What the task requires
Give every line from the entries that contains "structured".

Provided information
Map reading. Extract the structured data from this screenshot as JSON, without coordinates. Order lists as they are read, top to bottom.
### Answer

...

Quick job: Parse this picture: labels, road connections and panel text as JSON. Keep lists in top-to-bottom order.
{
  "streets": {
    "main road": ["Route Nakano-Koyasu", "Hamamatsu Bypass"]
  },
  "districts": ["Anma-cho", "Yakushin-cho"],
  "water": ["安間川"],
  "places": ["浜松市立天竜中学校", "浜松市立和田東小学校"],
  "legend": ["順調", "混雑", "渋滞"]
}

* * *

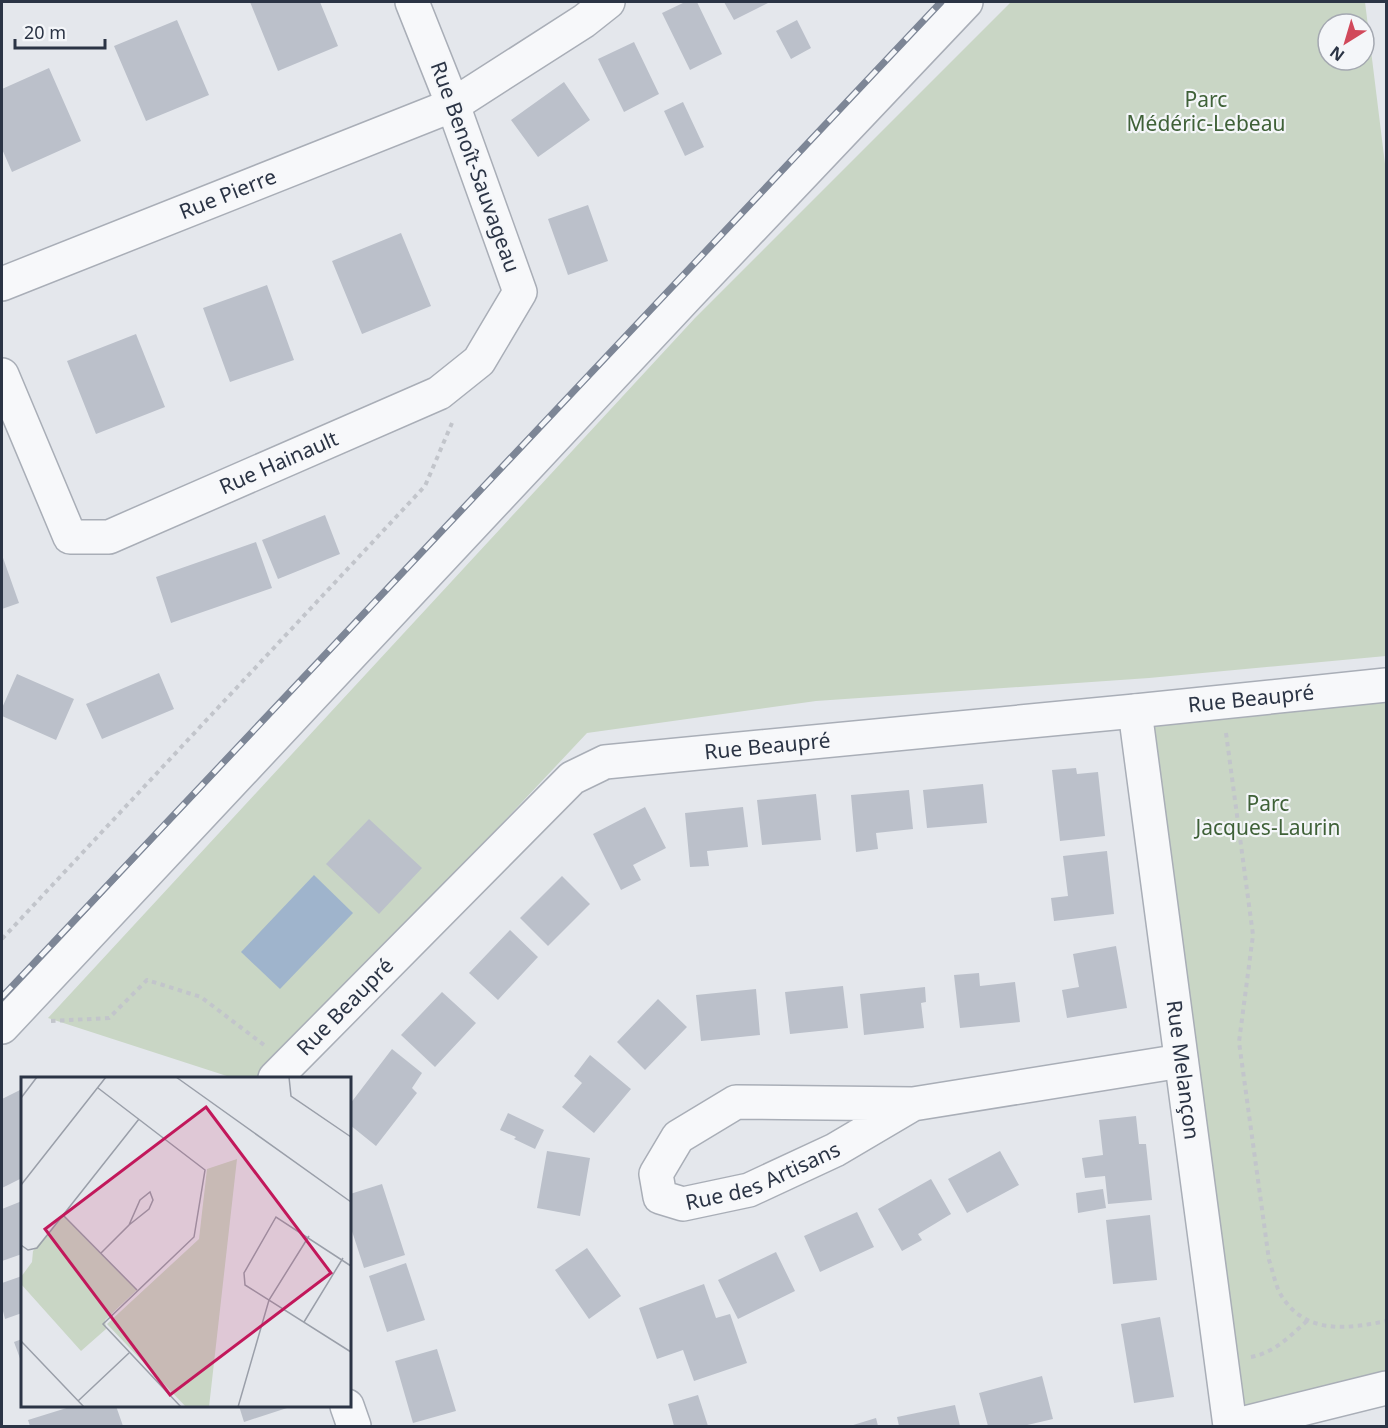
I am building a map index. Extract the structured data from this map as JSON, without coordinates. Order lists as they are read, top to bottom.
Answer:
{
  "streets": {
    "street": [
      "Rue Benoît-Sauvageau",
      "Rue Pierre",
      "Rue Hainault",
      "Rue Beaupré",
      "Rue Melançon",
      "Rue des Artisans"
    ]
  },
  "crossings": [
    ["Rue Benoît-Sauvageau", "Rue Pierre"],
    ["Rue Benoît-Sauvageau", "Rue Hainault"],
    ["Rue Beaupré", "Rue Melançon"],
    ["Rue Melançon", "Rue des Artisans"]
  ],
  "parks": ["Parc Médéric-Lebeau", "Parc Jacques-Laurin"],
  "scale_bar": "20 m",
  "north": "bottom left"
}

Task answer
Map reading. Extract the structured data from this screenshot as JSON, without coordinates. Order lists as they are read, top to bottom.
I am building a map index. Extract the structured data from this map as JSON, without coordinates. Order lists as they are read, top to bottom.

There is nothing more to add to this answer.